- [Task goal]: Return only those lines of the material that contain "position".

- [Excerpted data]:

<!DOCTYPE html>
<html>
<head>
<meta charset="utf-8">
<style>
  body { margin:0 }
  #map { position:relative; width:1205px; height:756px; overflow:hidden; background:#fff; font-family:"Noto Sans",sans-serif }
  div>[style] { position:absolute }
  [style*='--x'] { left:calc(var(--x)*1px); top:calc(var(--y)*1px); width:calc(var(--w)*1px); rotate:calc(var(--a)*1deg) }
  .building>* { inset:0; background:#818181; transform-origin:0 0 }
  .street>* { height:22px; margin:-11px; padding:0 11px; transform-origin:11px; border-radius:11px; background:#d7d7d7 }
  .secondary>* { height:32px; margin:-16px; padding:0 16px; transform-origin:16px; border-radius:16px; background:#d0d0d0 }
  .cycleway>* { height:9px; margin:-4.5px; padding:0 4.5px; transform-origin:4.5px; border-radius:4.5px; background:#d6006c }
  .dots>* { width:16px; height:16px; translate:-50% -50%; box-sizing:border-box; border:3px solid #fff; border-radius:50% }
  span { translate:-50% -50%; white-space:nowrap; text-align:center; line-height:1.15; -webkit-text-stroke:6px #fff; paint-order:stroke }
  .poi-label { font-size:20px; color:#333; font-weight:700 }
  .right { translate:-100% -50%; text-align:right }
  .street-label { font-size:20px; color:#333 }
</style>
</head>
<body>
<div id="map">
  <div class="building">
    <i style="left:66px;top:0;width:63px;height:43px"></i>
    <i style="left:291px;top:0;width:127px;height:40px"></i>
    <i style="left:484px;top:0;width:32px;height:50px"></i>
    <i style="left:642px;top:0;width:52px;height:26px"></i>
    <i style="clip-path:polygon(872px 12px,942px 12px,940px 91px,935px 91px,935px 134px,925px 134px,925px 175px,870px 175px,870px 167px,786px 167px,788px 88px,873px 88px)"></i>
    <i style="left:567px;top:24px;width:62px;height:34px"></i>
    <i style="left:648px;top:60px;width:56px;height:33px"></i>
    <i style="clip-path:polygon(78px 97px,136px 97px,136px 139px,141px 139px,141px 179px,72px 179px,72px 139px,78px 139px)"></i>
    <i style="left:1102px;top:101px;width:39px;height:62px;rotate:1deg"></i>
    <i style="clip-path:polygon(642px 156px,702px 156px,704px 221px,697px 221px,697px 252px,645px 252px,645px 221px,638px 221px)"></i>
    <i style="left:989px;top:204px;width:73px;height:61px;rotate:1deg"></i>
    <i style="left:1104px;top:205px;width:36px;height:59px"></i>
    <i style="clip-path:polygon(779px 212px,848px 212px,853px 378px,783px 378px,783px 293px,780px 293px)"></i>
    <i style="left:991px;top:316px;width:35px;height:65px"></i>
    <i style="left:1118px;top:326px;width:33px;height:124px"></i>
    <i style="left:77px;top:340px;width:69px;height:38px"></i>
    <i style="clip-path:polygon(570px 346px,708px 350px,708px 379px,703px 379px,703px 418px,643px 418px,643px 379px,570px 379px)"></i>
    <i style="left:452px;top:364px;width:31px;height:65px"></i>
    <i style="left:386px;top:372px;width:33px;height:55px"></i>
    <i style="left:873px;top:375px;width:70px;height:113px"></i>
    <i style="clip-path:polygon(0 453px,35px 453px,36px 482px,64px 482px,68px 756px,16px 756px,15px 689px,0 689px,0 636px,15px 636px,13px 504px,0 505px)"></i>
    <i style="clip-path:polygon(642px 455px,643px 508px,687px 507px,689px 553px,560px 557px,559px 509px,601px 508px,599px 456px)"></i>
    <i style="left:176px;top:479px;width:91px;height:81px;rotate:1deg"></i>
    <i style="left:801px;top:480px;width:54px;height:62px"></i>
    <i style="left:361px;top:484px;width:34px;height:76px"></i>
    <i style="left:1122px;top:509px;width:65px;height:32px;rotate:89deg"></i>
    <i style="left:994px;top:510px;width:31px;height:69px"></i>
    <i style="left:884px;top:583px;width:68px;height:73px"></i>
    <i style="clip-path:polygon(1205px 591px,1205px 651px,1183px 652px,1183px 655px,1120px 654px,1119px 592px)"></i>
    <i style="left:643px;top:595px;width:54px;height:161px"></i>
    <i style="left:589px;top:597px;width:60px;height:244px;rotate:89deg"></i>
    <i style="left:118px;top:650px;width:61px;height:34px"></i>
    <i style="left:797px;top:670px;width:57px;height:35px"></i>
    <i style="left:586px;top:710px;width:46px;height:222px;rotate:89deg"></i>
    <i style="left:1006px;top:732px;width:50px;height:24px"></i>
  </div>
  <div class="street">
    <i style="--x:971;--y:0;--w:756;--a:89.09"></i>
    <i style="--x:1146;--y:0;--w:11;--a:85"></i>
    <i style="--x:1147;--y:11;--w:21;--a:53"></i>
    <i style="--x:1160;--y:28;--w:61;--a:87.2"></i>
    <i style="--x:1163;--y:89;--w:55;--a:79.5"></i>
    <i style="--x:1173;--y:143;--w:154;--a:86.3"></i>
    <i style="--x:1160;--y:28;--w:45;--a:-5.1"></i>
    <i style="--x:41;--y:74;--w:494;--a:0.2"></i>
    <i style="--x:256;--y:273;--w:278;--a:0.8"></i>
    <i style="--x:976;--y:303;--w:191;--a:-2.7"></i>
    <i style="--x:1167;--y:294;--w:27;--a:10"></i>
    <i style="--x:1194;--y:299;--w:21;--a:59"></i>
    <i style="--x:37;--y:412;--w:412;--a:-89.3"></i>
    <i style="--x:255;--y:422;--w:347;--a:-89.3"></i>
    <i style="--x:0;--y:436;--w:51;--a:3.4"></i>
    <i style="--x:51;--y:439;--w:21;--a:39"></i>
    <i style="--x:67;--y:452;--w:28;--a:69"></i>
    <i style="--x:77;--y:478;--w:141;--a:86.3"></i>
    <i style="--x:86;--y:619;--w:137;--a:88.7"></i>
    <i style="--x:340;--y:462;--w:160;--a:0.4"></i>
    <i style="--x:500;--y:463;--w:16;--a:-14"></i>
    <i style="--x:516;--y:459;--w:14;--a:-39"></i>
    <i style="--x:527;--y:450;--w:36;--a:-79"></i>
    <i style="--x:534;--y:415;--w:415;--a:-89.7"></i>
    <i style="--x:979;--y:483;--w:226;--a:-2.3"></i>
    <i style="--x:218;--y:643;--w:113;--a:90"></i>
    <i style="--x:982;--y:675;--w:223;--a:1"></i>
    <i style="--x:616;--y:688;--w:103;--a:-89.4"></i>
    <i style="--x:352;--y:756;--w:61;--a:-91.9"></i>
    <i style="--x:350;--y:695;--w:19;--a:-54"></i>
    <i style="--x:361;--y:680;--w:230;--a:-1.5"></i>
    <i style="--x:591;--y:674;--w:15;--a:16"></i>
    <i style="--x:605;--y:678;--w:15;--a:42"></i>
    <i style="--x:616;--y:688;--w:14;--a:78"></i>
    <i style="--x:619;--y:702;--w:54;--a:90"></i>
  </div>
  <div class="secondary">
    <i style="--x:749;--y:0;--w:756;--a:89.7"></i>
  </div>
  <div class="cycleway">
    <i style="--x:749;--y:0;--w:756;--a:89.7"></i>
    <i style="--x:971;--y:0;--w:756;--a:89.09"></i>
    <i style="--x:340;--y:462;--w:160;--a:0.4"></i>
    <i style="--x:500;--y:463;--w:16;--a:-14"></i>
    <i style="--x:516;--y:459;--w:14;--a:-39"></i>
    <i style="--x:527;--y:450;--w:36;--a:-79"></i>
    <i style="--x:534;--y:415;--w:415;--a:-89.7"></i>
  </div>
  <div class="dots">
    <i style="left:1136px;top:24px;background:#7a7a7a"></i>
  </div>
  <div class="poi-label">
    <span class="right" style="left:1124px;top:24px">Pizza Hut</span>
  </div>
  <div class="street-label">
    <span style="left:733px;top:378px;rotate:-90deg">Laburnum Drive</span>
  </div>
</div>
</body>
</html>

- [Task output]:
  #map { position:relative; width:1205px; height:756px; overflow:hidden; background:#fff; font-family:"Noto Sans",sans-serif }
  div>[style] { position:absolute }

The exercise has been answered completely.